II. Personal Jurisdiction
The Court addressed the issue of personal jurisdiction in its
September 22, 2004 Opinion. Each of the Oceanic Defendants has
sufficient contacts with the United States to satisfy the due
process clause and to establish this Court's personal
jurisdiction over Plaintiffs' securities fraud claims. See
Zurich Capital Markets, Inc. v. Coglianese, No. 03 C 7960, 2004
WL 2191596, at **5-7 (N.D. Ill. Sept. 22, 2004). As noted in that
Opinion, the Court also will assert personal jurisdiction over
the state law claims under the doctrine of "supplemental" or
"pendent" personal jurisdiction. Id. See also Robinson Eng'g.
Co., Ltd. Pension Plan & Trust v. George, 223 F.3d 445, 449-50
(7th Cir. 2000). Finally, Rahming's and Clowes's claims for
protection under the fiduciary shield doctrine fail. Id. at
The Court addressed the standing issue in its September 22,
2004 Opinion and its August 2, 2004 Opinion. Defendants' motion
to dismiss for lack of standing is denied.
IV. Federal Securities Fraud Claims
In Count I, Plaintiffs have included both Section 10(b) primary
liability and Section 20(a) control person allegations against
the Oceanic Defendants.
A. Section 10(b) Liability
In order to state a claim for securities fraud under Section
10b, Plaintiffs must allege that Defendants made (1) a false statement or omission; (2) of a
material fact; (3) with scienter; (4) in connection with the
purchase or sale of securities; (5) upon which Plaintiffs
justifiably relied; and (6) the reliance proximately caused
Plaintiffs' damages. In re HealthCare Compare Corp. Sec.
Litig., 75 F.3d 276, 280 (7th Cir. 1996). The Section 10(b)
liability in Count I is premised on allegedly false statements in
M.J. Select's offering memorandum. The Oceanic Defendants
correctly note that Plaintiffs have failed to attribute any of
these allegedly false statements to the Oceanic Defendants.
Plaintiffs' allegations that Oceanic distributed the false
offering memorandum, participated in the distribution of the
false offering documents, and had involvement in the promotion
and sale of M.J. Select's shares do not suffice to attribute any
misrepresentations to Oceanic, Rahming or Clowes. See Central
Bank of Denver, N.A. v. First Interstate Bank, 511 U.S. 164,
114 S.Ct. 1439, 128 L.Ed. 2d 119 (1994) (no aiding and abetting
liability exists under Section 10(b)).
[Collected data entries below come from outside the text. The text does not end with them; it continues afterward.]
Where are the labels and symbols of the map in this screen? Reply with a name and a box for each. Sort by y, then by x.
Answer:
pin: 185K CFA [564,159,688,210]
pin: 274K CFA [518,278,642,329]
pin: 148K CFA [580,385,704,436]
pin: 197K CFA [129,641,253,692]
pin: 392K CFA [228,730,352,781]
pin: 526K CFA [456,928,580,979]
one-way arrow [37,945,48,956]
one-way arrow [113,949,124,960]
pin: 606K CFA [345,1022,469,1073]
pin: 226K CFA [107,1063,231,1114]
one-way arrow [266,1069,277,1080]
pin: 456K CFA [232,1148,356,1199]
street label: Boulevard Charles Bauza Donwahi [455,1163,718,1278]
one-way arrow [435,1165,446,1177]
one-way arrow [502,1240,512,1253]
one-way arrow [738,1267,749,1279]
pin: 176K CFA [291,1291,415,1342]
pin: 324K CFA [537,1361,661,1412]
Plaintiffs Section 10(b)
claim in Count I against the Oceanic Defendants is dismissed
B. Section 20(a)
In Count I, Plaintiffs also allege that the Oceanic Defendants
were control persons of M.J. Select pursuant to Section 20(a) of
the Exchange Act. In order to allege a Section 20(a) claim,
Plaintiffs must allege (1) a primary securities violation; (2)
each of the individual defendants exercised general control over
the operations of M.J. Select; and (3) each of the individual
defendants "possessed the power or ability to control the
specific transaction or activity upon which the primary violation
was predicated, whether or not that power was exercised."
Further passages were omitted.